YOUR OBJECTIVE -> The full set of records must be printed exactly as given.

(Extracted records)
□ □ □
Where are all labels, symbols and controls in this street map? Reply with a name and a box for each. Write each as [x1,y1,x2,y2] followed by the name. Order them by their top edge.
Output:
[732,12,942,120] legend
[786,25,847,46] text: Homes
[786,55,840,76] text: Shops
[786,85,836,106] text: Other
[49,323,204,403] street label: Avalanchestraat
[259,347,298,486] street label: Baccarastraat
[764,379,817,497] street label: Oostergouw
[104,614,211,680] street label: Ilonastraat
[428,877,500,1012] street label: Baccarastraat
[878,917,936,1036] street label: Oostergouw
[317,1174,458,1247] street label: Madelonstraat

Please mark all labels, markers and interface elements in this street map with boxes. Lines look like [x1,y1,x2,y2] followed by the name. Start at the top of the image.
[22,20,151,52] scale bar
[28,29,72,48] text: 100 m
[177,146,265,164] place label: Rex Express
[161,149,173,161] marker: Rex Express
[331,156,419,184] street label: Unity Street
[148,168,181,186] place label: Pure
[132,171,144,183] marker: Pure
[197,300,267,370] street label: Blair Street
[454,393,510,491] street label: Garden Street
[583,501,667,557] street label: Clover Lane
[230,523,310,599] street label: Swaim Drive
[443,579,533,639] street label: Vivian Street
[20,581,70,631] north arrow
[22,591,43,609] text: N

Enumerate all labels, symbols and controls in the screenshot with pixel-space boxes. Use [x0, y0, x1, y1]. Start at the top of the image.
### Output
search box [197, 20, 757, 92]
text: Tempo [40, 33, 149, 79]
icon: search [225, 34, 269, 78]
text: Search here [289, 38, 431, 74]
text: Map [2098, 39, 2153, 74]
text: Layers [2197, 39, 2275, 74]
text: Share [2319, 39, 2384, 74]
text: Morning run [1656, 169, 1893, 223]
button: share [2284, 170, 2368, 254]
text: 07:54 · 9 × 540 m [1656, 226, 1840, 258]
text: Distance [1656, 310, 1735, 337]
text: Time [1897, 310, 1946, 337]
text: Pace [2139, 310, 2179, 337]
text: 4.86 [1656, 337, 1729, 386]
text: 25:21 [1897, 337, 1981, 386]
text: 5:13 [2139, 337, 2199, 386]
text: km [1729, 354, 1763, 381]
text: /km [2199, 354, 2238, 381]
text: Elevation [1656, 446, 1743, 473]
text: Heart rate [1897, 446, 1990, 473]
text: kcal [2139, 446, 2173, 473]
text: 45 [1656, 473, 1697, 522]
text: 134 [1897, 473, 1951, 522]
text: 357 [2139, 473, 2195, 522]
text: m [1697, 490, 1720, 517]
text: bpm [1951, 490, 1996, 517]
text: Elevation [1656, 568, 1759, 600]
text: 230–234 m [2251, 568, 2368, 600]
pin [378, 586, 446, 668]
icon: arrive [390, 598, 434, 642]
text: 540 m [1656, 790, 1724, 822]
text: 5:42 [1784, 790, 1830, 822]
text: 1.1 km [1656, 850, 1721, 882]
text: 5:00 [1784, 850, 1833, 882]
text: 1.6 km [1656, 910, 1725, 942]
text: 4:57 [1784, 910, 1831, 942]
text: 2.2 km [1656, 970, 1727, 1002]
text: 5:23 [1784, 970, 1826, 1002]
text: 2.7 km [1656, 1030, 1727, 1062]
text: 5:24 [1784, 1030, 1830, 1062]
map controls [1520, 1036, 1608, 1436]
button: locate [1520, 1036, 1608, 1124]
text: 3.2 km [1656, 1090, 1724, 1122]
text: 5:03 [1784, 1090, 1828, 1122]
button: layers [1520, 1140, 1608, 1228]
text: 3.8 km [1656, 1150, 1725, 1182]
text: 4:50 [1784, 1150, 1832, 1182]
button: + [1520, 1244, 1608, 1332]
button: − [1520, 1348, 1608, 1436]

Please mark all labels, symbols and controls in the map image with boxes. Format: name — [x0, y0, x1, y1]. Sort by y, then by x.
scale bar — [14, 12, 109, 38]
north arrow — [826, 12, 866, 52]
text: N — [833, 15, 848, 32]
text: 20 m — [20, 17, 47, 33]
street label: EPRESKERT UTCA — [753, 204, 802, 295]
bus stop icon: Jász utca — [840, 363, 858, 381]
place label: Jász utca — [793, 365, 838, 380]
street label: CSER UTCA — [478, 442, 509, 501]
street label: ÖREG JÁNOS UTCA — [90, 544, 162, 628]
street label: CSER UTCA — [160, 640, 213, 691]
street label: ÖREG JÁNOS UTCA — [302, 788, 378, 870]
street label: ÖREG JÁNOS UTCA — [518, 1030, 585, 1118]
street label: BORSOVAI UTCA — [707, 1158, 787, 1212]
□ □ □
COMPLETED EXERCISE ->
Where are all labels, symbols and controls in this street map? Reply with a name and a box for each. Write each as [x1,y1,x2,y2] followed by the name. Order them by their top edge.
Output:
[732,12,942,120] legend
[786,25,847,46] text: Homes
[786,55,840,76] text: Shops
[786,85,836,106] text: Other
[49,323,204,403] street label: Avalanchestraat
[259,347,298,486] street label: Baccarastraat
[764,379,817,497] street label: Oostergouw
[104,614,211,680] street label: Ilonastraat
[428,877,500,1012] street label: Baccarastraat
[878,917,936,1036] street label: Oostergouw
[317,1174,458,1247] street label: Madelonstraat

Please mark all labels, markers and interface elements in this street map with boxes. Lines look like [x1,y1,x2,y2] followed by the name. Start at the top of the image.
[22,20,151,52] scale bar
[28,29,72,48] text: 100 m
[177,146,265,164] place label: Rex Express
[161,149,173,161] marker: Rex Express
[331,156,419,184] street label: Unity Street
[148,168,181,186] place label: Pure
[132,171,144,183] marker: Pure
[197,300,267,370] street label: Blair Street
[454,393,510,491] street label: Garden Street
[583,501,667,557] street label: Clover Lane
[230,523,310,599] street label: Swaim Drive
[443,579,533,639] street label: Vivian Street
[20,581,70,631] north arrow
[22,591,43,609] text: N

Enumerate all labels, symbols and controls in the screenshot with pixel-space boxes. Use [x0, y0, x1, y1]. Start at the top of the image.
### Output
search box [197, 20, 757, 92]
text: Tempo [40, 33, 149, 79]
icon: search [225, 34, 269, 78]
text: Search here [289, 38, 431, 74]
text: Map [2098, 39, 2153, 74]
text: Layers [2197, 39, 2275, 74]
text: Share [2319, 39, 2384, 74]
text: Morning run [1656, 169, 1893, 223]
button: share [2284, 170, 2368, 254]
text: 07:54 · 9 × 540 m [1656, 226, 1840, 258]
text: Distance [1656, 310, 1735, 337]
text: Time [1897, 310, 1946, 337]
text: Pace [2139, 310, 2179, 337]
text: 4.86 [1656, 337, 1729, 386]
text: 25:21 [1897, 337, 1981, 386]
text: 5:13 [2139, 337, 2199, 386]
text: km [1729, 354, 1763, 381]
text: /km [2199, 354, 2238, 381]
text: Elevation [1656, 446, 1743, 473]
text: Heart rate [1897, 446, 1990, 473]
text: kcal [2139, 446, 2173, 473]
text: 45 [1656, 473, 1697, 522]
text: 134 [1897, 473, 1951, 522]
text: 357 [2139, 473, 2195, 522]
text: m [1697, 490, 1720, 517]
text: bpm [1951, 490, 1996, 517]
text: Elevation [1656, 568, 1759, 600]
text: 230–234 m [2251, 568, 2368, 600]
pin [378, 586, 446, 668]
icon: arrive [390, 598, 434, 642]
text: 540 m [1656, 790, 1724, 822]
text: 5:42 [1784, 790, 1830, 822]
text: 1.1 km [1656, 850, 1721, 882]
text: 5:00 [1784, 850, 1833, 882]
text: 1.6 km [1656, 910, 1725, 942]
text: 4:57 [1784, 910, 1831, 942]
text: 2.2 km [1656, 970, 1727, 1002]
text: 5:23 [1784, 970, 1826, 1002]
text: 2.7 km [1656, 1030, 1727, 1062]
text: 5:24 [1784, 1030, 1830, 1062]
map controls [1520, 1036, 1608, 1436]
button: locate [1520, 1036, 1608, 1124]
text: 3.2 km [1656, 1090, 1724, 1122]
text: 5:03 [1784, 1090, 1828, 1122]
button: layers [1520, 1140, 1608, 1228]
text: 3.8 km [1656, 1150, 1725, 1182]
text: 4:50 [1784, 1150, 1832, 1182]
button: + [1520, 1244, 1608, 1332]
button: − [1520, 1348, 1608, 1436]

Please mark all labels, symbols and controls in the map image with boxes. Format: name — [x0, y0, x1, y1]. Sort by y, then by x.
scale bar — [14, 12, 109, 38]
north arrow — [826, 12, 866, 52]
text: N — [833, 15, 848, 32]
text: 20 m — [20, 17, 47, 33]
street label: EPRESKERT UTCA — [753, 204, 802, 295]
bus stop icon: Jász utca — [840, 363, 858, 381]
place label: Jász utca — [793, 365, 838, 380]
street label: CSER UTCA — [478, 442, 509, 501]
street label: ÖREG JÁNOS UTCA — [90, 544, 162, 628]
street label: CSER UTCA — [160, 640, 213, 691]
street label: ÖREG JÁNOS UTCA — [302, 788, 378, 870]
street label: ÖREG JÁNOS UTCA — [518, 1030, 585, 1118]
street label: BORSOVAI UTCA — [707, 1158, 787, 1212]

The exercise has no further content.